EXERCISE BRIEF: Go through the data and copy every line in which "strong" appears.

DATASET EXCERPTS:
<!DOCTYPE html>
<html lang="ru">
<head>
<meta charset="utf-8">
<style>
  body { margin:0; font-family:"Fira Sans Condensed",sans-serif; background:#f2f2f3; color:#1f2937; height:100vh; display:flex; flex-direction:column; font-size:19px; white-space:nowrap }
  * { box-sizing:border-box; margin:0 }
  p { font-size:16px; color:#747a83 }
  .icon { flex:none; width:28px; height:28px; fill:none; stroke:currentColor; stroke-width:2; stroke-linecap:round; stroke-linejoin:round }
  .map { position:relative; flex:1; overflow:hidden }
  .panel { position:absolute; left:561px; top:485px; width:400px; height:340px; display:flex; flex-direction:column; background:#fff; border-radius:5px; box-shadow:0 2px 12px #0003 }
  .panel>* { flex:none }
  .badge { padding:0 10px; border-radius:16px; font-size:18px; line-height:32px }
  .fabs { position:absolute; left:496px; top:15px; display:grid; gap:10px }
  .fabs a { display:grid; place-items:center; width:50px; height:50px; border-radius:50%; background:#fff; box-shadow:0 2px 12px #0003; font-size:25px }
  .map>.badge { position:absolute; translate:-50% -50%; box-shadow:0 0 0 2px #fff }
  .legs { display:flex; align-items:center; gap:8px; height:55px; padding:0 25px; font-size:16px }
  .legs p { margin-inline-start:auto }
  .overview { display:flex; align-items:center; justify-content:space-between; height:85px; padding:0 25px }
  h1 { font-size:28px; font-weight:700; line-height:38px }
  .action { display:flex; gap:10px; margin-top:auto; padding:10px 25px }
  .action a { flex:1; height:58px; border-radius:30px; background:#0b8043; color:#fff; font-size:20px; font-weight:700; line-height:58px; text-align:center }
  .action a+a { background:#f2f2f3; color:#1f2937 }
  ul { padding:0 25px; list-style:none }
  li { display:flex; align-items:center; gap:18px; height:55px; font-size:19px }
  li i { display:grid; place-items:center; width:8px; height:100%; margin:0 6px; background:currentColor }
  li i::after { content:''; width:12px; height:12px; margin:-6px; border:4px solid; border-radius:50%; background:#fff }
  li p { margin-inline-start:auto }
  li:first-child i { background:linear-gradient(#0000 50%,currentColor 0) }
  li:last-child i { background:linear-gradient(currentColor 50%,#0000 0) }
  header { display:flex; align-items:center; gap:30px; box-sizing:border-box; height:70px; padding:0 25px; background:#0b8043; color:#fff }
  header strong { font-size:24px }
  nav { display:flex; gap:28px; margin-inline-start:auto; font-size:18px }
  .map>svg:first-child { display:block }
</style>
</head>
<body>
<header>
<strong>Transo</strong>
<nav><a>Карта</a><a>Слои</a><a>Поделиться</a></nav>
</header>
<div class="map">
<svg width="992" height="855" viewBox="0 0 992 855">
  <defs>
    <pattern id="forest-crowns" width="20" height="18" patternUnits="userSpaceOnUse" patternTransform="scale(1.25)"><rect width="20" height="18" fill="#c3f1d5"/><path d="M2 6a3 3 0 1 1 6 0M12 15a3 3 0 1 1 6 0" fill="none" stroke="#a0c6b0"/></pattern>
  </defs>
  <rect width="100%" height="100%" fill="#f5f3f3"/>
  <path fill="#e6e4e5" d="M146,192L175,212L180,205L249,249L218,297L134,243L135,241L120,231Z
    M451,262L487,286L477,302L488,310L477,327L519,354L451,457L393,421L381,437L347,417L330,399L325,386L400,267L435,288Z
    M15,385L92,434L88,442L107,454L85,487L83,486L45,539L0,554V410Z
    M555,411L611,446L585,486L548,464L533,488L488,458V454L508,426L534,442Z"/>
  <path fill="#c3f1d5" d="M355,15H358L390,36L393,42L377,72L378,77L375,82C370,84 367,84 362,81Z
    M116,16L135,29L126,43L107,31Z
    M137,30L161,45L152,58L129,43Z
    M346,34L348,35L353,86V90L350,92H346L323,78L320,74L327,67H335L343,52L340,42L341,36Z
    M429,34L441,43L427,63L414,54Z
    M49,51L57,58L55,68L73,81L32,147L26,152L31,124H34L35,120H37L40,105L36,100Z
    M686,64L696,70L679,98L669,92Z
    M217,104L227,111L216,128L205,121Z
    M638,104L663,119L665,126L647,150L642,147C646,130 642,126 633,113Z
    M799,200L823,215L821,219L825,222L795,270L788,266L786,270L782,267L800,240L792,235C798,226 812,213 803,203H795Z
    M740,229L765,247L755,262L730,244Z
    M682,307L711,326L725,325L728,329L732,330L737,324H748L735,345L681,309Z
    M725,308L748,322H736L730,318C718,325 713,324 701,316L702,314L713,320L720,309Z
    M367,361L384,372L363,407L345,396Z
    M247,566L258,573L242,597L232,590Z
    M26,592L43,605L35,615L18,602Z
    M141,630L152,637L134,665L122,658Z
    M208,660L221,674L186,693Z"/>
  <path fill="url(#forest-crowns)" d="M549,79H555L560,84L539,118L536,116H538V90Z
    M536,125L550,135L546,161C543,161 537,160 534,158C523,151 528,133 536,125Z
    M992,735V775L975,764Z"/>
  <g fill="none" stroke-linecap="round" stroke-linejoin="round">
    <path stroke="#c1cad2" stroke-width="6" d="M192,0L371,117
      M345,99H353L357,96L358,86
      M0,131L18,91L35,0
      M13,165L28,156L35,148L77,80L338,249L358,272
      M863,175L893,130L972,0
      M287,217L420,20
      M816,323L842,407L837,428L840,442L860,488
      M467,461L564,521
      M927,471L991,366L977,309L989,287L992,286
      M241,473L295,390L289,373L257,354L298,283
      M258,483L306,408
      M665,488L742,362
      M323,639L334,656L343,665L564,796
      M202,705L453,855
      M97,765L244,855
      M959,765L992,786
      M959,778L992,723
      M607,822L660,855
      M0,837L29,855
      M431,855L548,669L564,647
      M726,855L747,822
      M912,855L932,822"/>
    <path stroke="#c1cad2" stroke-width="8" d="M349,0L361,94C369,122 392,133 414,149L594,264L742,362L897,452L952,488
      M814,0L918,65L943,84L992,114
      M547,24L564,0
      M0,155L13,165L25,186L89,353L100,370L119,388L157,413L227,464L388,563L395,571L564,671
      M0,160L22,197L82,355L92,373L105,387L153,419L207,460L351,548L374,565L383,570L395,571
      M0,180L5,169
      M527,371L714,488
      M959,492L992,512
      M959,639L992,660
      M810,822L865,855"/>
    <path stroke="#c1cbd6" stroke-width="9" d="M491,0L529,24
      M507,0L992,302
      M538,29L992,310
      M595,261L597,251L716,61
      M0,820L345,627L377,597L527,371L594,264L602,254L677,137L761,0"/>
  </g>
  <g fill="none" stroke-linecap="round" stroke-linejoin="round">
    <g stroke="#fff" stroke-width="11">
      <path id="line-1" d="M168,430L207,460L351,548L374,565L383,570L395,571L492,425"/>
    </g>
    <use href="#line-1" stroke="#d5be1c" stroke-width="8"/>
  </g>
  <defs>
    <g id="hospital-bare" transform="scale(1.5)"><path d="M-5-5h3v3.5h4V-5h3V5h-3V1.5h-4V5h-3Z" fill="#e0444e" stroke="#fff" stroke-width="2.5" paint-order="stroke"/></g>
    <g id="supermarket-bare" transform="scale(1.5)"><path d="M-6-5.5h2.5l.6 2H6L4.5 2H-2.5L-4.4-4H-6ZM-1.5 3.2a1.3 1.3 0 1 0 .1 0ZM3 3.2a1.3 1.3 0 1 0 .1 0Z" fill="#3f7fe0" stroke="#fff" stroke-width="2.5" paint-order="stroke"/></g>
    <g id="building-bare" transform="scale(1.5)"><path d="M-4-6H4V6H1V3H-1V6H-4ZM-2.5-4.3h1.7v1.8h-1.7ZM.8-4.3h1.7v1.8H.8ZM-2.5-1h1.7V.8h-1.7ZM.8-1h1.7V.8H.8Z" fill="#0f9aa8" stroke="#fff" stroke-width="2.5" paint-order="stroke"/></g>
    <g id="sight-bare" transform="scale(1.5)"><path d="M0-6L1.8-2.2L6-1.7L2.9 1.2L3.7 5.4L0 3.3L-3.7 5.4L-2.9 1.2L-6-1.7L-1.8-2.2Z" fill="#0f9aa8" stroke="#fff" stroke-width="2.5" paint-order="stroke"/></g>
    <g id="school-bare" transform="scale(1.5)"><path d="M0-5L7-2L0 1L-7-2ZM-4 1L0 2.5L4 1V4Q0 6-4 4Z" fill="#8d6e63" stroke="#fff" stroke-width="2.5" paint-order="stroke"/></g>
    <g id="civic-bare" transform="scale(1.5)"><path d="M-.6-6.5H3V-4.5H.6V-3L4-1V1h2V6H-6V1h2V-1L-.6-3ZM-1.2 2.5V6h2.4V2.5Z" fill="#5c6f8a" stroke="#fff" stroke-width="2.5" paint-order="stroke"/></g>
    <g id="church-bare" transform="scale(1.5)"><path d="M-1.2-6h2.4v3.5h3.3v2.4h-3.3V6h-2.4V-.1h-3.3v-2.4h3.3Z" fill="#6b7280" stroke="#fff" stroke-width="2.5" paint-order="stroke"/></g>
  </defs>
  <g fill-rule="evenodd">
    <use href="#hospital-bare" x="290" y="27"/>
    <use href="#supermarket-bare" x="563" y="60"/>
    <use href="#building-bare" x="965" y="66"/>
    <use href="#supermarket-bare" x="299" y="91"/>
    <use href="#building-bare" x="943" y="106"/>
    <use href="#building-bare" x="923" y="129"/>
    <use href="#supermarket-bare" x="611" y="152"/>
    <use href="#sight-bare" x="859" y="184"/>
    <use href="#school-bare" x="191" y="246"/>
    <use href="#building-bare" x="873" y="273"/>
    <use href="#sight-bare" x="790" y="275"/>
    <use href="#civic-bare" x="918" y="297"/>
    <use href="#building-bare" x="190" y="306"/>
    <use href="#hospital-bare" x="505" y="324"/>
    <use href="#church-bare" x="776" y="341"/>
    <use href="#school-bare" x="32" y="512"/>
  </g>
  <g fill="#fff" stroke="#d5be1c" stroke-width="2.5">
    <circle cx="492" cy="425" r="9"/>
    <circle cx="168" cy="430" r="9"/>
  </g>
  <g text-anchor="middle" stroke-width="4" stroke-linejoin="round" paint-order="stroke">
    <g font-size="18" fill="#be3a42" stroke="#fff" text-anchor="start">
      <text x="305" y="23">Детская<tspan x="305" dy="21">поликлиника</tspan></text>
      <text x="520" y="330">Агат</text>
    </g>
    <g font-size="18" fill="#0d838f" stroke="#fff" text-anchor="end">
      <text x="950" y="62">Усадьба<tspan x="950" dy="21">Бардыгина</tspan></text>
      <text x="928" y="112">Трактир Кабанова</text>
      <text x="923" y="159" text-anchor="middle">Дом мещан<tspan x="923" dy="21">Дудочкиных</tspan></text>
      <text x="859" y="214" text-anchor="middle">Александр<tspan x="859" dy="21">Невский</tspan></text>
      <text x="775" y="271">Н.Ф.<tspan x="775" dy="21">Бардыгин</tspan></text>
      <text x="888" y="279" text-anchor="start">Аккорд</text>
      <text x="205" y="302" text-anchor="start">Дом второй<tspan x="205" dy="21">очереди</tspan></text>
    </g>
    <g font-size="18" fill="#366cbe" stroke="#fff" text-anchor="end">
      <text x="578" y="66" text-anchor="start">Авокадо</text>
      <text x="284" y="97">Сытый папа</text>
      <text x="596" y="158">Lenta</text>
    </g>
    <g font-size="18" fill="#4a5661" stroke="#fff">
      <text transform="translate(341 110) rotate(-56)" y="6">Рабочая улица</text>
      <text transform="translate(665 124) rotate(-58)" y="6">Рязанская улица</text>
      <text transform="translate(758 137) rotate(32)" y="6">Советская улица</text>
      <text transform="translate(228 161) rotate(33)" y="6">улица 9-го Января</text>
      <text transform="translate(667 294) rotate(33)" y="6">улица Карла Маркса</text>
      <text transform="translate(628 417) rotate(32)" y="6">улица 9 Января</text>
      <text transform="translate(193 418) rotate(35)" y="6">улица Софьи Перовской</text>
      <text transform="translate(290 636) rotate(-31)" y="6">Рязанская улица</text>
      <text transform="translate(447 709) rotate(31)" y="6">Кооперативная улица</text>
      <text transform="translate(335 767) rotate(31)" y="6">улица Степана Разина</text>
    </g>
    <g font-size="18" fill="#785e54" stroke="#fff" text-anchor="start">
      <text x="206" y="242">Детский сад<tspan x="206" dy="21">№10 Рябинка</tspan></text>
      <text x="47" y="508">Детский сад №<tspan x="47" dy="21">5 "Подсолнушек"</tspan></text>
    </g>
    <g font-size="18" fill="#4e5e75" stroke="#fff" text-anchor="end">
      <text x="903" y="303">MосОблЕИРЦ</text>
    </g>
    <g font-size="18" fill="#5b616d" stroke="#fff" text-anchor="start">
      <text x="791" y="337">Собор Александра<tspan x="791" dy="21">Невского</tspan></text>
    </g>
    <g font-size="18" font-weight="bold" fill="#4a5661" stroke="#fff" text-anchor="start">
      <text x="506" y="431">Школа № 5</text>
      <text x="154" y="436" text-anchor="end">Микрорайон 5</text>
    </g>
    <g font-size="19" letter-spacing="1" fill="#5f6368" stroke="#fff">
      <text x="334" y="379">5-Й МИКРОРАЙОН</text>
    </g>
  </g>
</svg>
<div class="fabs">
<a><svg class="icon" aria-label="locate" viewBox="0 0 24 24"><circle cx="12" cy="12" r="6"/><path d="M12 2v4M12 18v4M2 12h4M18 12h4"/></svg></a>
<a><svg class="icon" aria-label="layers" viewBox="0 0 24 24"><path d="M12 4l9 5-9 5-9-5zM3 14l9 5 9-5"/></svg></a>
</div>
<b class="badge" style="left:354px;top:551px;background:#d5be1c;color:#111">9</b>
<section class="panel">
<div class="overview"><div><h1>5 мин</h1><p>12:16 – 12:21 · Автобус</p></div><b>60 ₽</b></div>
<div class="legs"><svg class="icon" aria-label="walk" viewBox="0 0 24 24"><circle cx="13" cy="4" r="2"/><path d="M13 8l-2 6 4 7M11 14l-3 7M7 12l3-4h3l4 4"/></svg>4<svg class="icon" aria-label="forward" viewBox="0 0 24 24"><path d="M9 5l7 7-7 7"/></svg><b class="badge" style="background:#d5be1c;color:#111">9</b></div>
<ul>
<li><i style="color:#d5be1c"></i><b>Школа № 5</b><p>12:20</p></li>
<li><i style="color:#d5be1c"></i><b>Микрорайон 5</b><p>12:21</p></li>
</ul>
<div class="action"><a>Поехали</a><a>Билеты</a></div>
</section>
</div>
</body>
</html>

RESPONSE:
  header strong { font-size:24px }
<strong>Transo</strong>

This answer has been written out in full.